L’AJP s’est associée à l’Association des journalistes de la construction (AJC) le 21 mai pour la présentation de « La France des villages engloutis », une enquête signée par notre confrère Gérard Guérit, spécialiste de l’urbanisme, de l’architecture, des grands aménagements et de l’énergie.
La France des villages engloutis , Gérard Guérit
Editions Sutton (Tours), 2019, 25 euros

Réunis à la CAPEB à Paris, les membres des deux associations ont pu découvrir un passé quasi oublié, celui des villages noyés pour les besoins de la construction de barrages hydroélectriques et le traumatisme vécu par leurs populations.
« Des années 1910 aux années 1980, la France connaît d’énormes besoins en électricité, et elle devient un pays de barrages en construction, a rappelé notre confrère Gérard Guérit. Beaucoup de livres ont déjà été écrits sur le sujet, il s’agit surtout d’ouvrages d’histoire régionale, ou qui évoquent les prouesses techniques de ces barrages. En revanche, il n’y avait pas encore de livres sur le sujet au niveau national, ni sur l’histoire des villages. »
Villages sous la dynamite
Le film projeté en début de présentation nous a donné à voir le désarroi et la douleur de ces populations, qui virent leur quotidien et leurs racines s’effondrer sous les charges de dynamite, puis disparaître sous la montée des eaux.

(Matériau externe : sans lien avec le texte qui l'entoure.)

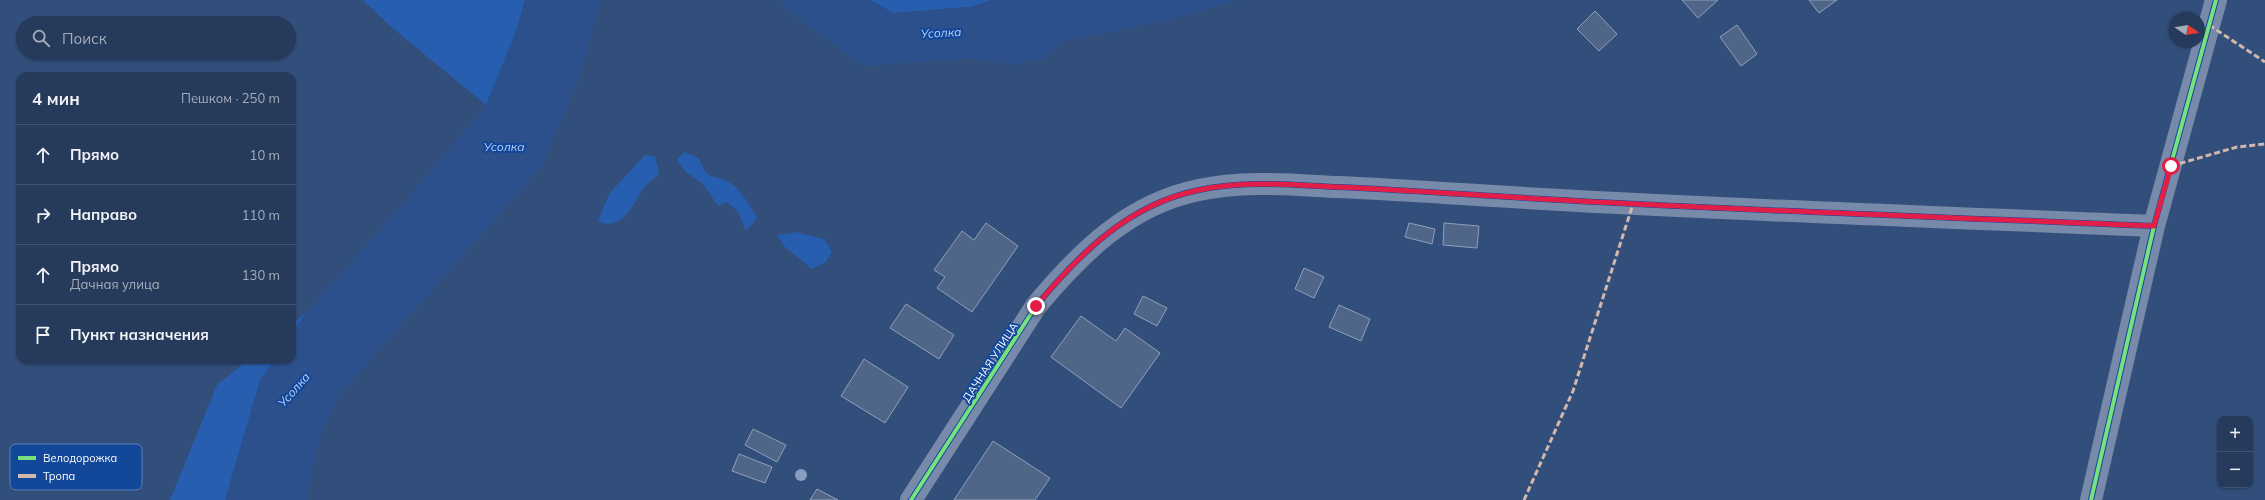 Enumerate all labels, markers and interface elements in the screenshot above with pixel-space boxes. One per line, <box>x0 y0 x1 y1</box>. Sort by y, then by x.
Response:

A époque, les aménageurs – dans le cas présent, EDF – ne pratiquaient pas encore de démarches de concertation, et ne s’attardaient pas sur les impacts écologiques des projets. Les résistances qui se sont manifestées ici et là dans certains villages promis à la destruction n’ont guère tenu longtemps.
44 vallées habitées sous les eaux
Eguzon (Indre), Tignes (Savoie), Savines-le-Lac (Hautes-Alpes) LIEN AJP, Naussac (Lozère), L’Aigle (Cantal, Corrèze), Sainte-Croix (Alpes-de-Haute-Provence, Var)… Quarante-quatre vallées habitées ont ainsi été englouties, sacrifiées sur l’autel de la fée électricité. Abondamment illustré, l’ouvrage de notre confrère retrace l’histoire et l’impact de leur disparition et montre leur vie contemporaine.
L’auteur a choisi de ne traiter que les anciennes vallées habitées, ce qui explique que l’ouvrage n’évoque pas de sites dans certaines régions, comme les Pyrénées.

De l’agriculture au tourisme vert
Qu’en est-il aujourd’hui ? Il reste encore des témoins des constructions les plus récentes. « Certains ont la nostalgie des vallées perdues. Mais beaucoup reconnaissent que leurs villages ont connu un développement économique et touristique qu’ils n’auraient pas connu sans ces lacs », note notre confrère.
Contrairement à ce que pourrait laisser penser les activités nautiques et touristiques qui fleurissent sur ces lacs, la reconversion des agriculteurs ne s’est pas faite spontanément.. » Beaucoup de gens ne savaient pas nager, et ne pouvaient donc pas envisager de devenir loueurs de bateaux sur un lac. De plus, les agriculteurs expropriés sont partis travailler ailleurs. Les hôtels, restaurants, campings etc., apparus lors du développement des activités touristiques, ont créés par des gens venus de l’extérieur, explique Gérard Guérit.
Mémoire reconstituée
Certaines collectivités s’attachent à collecter cette mémoire. « Des espaces muséographiques racontent l’histoire de ces vallées perdues », ajoute Gérard Guérit. Une activité qui se développe souvent avec le soutien d’EDF.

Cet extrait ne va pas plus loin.